*EXERCISE INSTRUCTIONS*. Where an image occurs, skip it and print the rest of the records verbatim.

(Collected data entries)
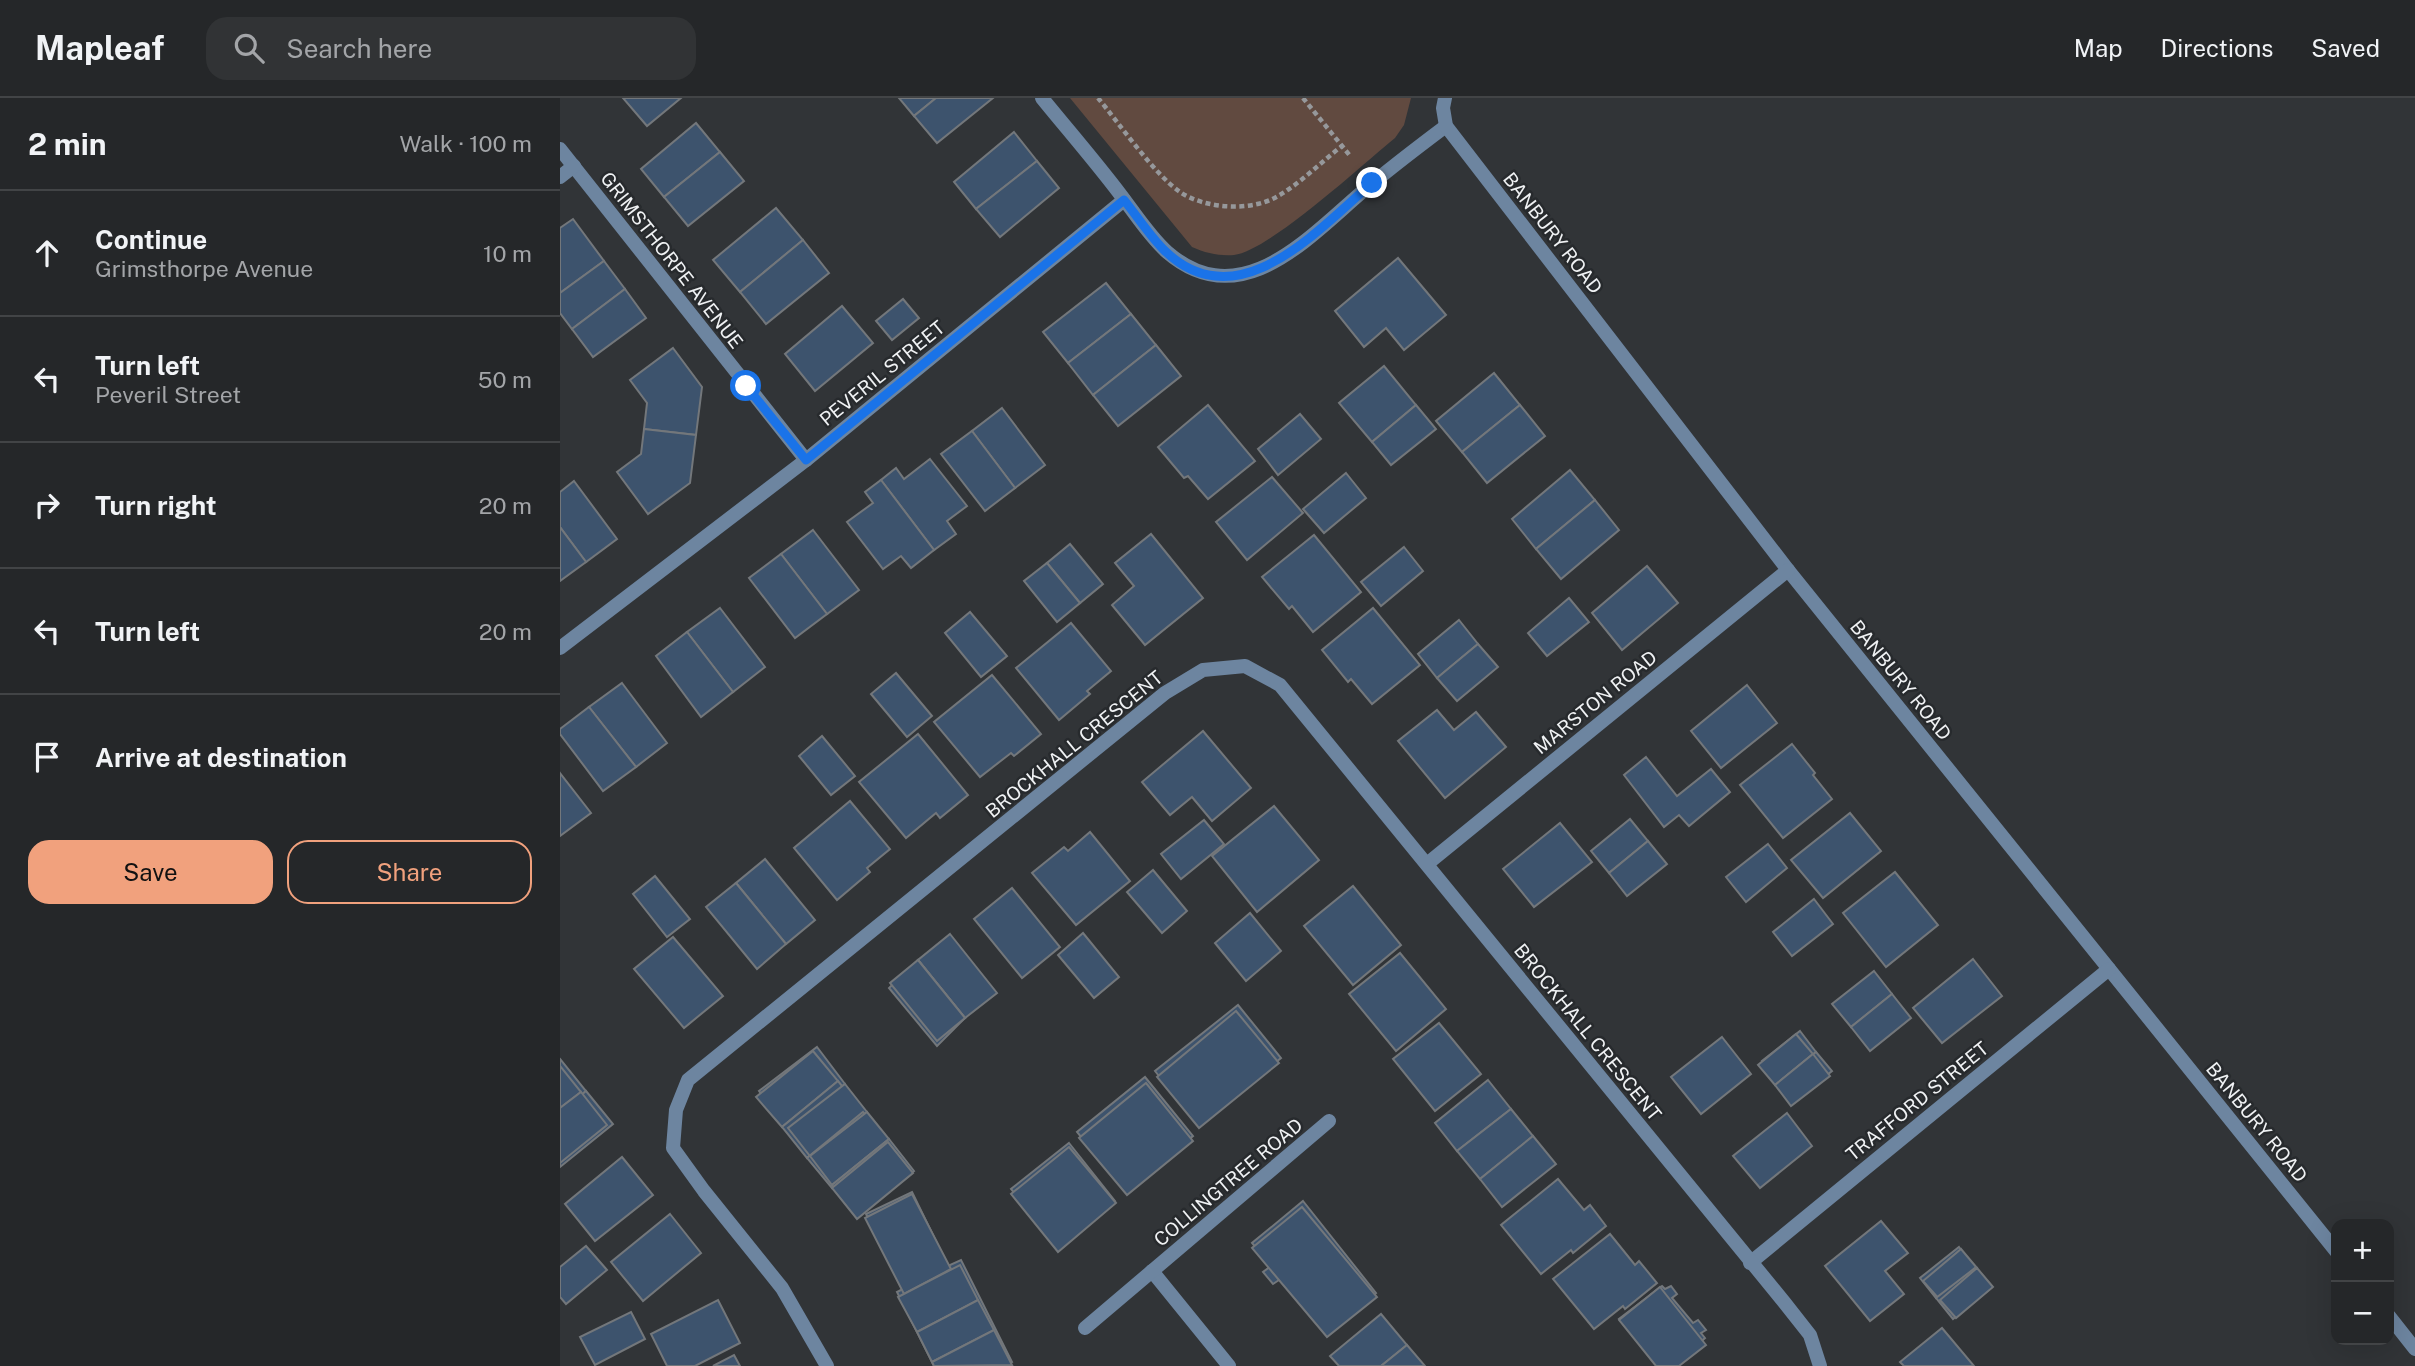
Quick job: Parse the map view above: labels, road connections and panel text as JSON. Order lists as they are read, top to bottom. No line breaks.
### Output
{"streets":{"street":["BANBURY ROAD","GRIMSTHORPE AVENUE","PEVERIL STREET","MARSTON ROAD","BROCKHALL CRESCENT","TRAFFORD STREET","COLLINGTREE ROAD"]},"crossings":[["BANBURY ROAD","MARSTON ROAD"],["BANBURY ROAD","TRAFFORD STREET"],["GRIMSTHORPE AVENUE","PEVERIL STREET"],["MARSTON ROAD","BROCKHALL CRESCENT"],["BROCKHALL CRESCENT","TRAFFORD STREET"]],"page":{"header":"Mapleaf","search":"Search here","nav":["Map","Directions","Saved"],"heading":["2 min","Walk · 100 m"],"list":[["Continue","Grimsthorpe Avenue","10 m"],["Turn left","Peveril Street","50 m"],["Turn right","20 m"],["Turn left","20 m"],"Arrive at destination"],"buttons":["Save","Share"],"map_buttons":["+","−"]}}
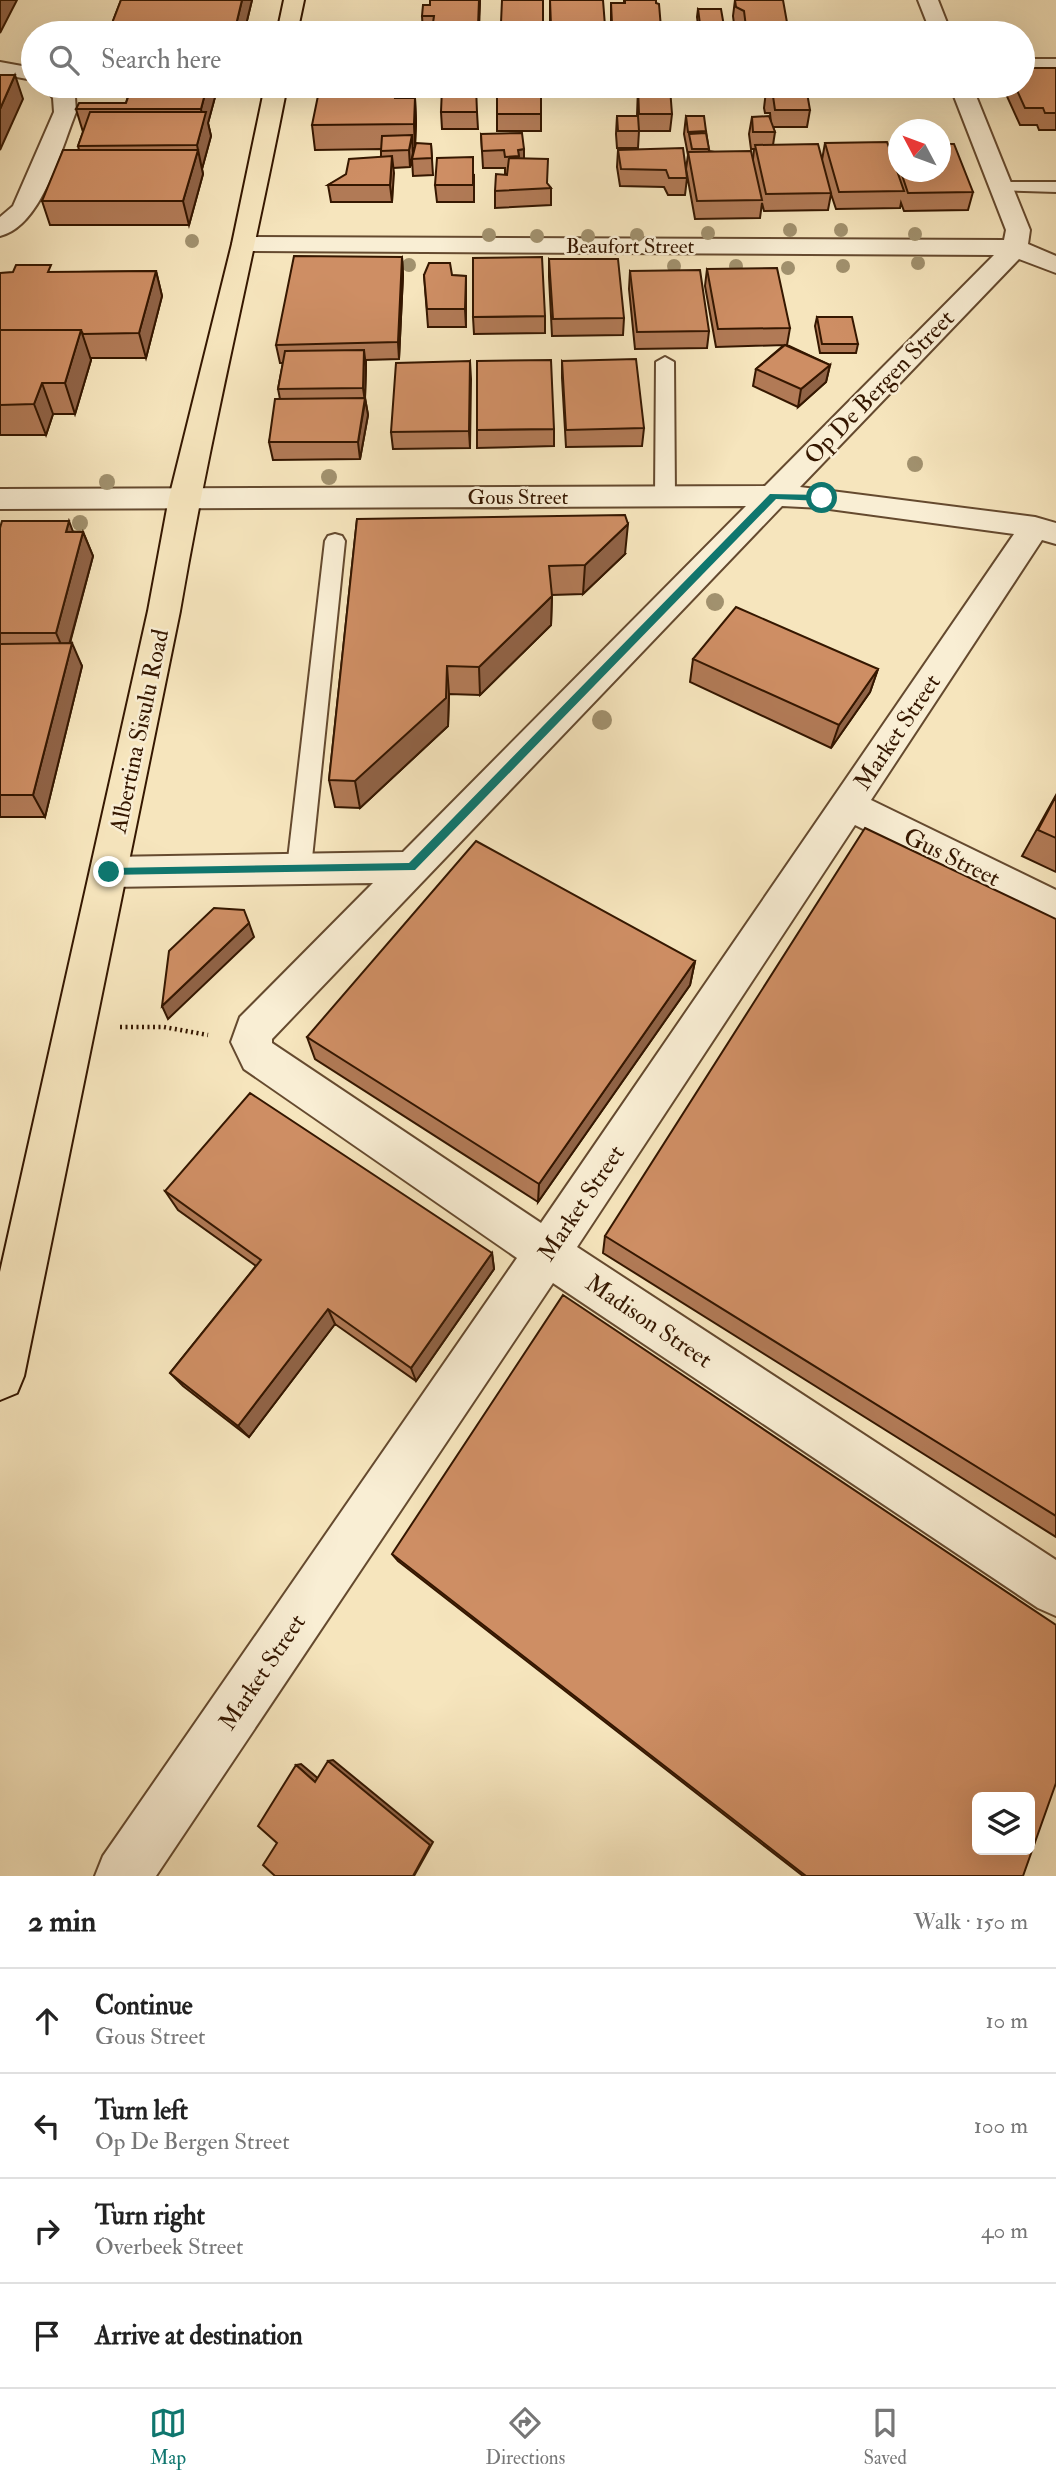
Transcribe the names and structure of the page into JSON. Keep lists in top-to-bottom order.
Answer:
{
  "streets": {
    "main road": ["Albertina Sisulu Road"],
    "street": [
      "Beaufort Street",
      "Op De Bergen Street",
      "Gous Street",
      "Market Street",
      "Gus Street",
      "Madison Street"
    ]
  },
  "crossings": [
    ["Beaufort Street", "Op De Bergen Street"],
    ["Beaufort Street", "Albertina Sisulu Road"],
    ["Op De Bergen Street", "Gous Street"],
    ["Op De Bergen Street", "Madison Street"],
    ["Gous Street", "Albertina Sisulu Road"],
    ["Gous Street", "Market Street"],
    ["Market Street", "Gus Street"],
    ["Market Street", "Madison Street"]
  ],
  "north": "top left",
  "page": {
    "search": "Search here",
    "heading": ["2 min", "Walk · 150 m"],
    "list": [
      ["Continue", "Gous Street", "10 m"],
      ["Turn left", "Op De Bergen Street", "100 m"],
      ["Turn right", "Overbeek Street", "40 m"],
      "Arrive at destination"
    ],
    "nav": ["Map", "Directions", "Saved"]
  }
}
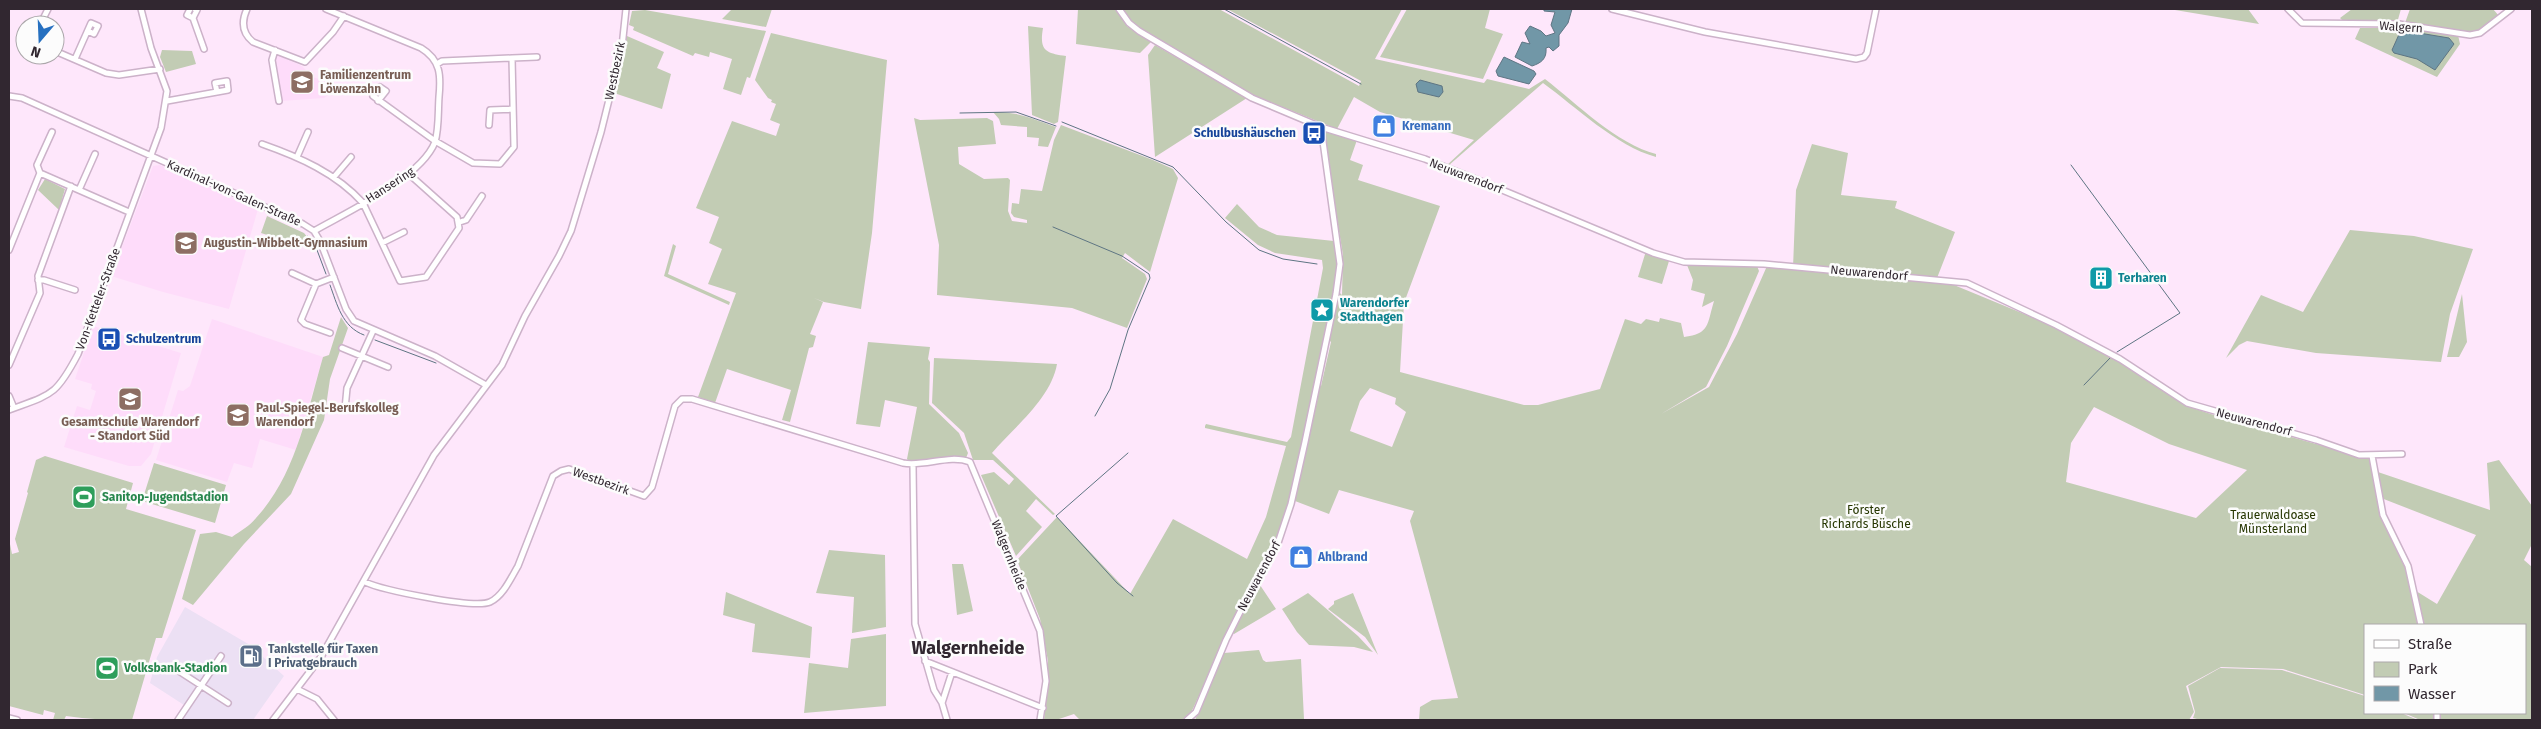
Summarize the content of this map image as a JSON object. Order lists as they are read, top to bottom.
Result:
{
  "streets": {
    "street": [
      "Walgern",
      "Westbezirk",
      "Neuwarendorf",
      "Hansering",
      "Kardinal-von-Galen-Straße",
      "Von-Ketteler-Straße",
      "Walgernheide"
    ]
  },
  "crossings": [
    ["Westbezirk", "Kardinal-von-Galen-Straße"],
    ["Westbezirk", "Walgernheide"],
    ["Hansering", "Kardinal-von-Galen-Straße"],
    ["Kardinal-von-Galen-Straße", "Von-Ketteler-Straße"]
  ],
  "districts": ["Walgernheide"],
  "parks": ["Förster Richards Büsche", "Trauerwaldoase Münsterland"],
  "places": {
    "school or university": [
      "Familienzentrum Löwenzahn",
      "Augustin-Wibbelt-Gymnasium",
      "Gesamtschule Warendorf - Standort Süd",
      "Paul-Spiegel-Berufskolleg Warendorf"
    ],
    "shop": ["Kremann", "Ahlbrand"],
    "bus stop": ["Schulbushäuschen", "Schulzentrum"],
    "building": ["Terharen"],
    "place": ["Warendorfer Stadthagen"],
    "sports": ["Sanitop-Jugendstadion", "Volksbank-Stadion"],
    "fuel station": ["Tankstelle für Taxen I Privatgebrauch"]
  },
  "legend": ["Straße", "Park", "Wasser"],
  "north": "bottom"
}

*PROBLEM SOLUTION*.
Quick job: Parse the map view above: labels, road connections and panel text as JSON. Order lists as they are read, top to bottom. No line breaks.
### Output
{"streets":{"street":["BANBURY ROAD","GRIMSTHORPE AVENUE","PEVERIL STREET","MARSTON ROAD","BROCKHALL CRESCENT","TRAFFORD STREET","COLLINGTREE ROAD"]},"crossings":[["BANBURY ROAD","MARSTON ROAD"],["BANBURY ROAD","TRAFFORD STREET"],["GRIMSTHORPE AVENUE","PEVERIL STREET"],["MARSTON ROAD","BROCKHALL CRESCENT"],["BROCKHALL CRESCENT","TRAFFORD STREET"]],"page":{"header":"Mapleaf","search":"Search here","nav":["Map","Directions","Saved"],"heading":["2 min","Walk · 100 m"],"list":[["Continue","Grimsthorpe Avenue","10 m"],["Turn left","Peveril Street","50 m"],["Turn right","20 m"],["Turn left","20 m"],"Arrive at destination"],"buttons":["Save","Share"],"map_buttons":["+","−"]}}
Transcribe the names and structure of the page into JSON. Keep lists in top-to-bottom order.
Answer:
{
  "streets": {
    "main road": ["Albertina Sisulu Road"],
    "street": [
      "Beaufort Street",
      "Op De Bergen Street",
      "Gous Street",
      "Market Street",
      "Gus Street",
      "Madison Street"
    ]
  },
  "crossings": [
    ["Beaufort Street", "Op De Bergen Street"],
    ["Beaufort Street", "Albertina Sisulu Road"],
    ["Op De Bergen Street", "Gous Street"],
    ["Op De Bergen Street", "Madison Street"],
    ["Gous Street", "Albertina Sisulu Road"],
    ["Gous Street", "Market Street"],
    ["Market Street", "Gus Street"],
    ["Market Street", "Madison Street"]
  ],
  "north": "top left",
  "page": {
    "search": "Search here",
    "heading": ["2 min", "Walk · 150 m"],
    "list": [
      ["Continue", "Gous Street", "10 m"],
      ["Turn left", "Op De Bergen Street", "100 m"],
      ["Turn right", "Overbeek Street", "40 m"],
      "Arrive at destination"
    ],
    "nav": ["Map", "Directions", "Saved"]
  }
}
Summarize the content of this map image as a JSON object. Order lists as they are read, top to bottom.
Result:
{
  "streets": {
    "street": [
      "Walgern",
      "Westbezirk",
      "Neuwarendorf",
      "Hansering",
      "Kardinal-von-Galen-Straße",
      "Von-Ketteler-Straße",
      "Walgernheide"
    ]
  },
  "crossings": [
    ["Westbezirk", "Kardinal-von-Galen-Straße"],
    ["Westbezirk", "Walgernheide"],
    ["Hansering", "Kardinal-von-Galen-Straße"],
    ["Kardinal-von-Galen-Straße", "Von-Ketteler-Straße"]
  ],
  "districts": ["Walgernheide"],
  "parks": ["Förster Richards Büsche", "Trauerwaldoase Münsterland"],
  "places": {
    "school or university": [
      "Familienzentrum Löwenzahn",
      "Augustin-Wibbelt-Gymnasium",
      "Gesamtschule Warendorf - Standort Süd",
      "Paul-Spiegel-Berufskolleg Warendorf"
    ],
    "shop": ["Kremann", "Ahlbrand"],
    "bus stop": ["Schulbushäuschen", "Schulzentrum"],
    "building": ["Terharen"],
    "place": ["Warendorfer Stadthagen"],
    "sports": ["Sanitop-Jugendstadion", "Volksbank-Stadion"],
    "fuel station": ["Tankstelle für Taxen I Privatgebrauch"]
  },
  "legend": ["Straße", "Park", "Wasser"],
  "north": "bottom"
}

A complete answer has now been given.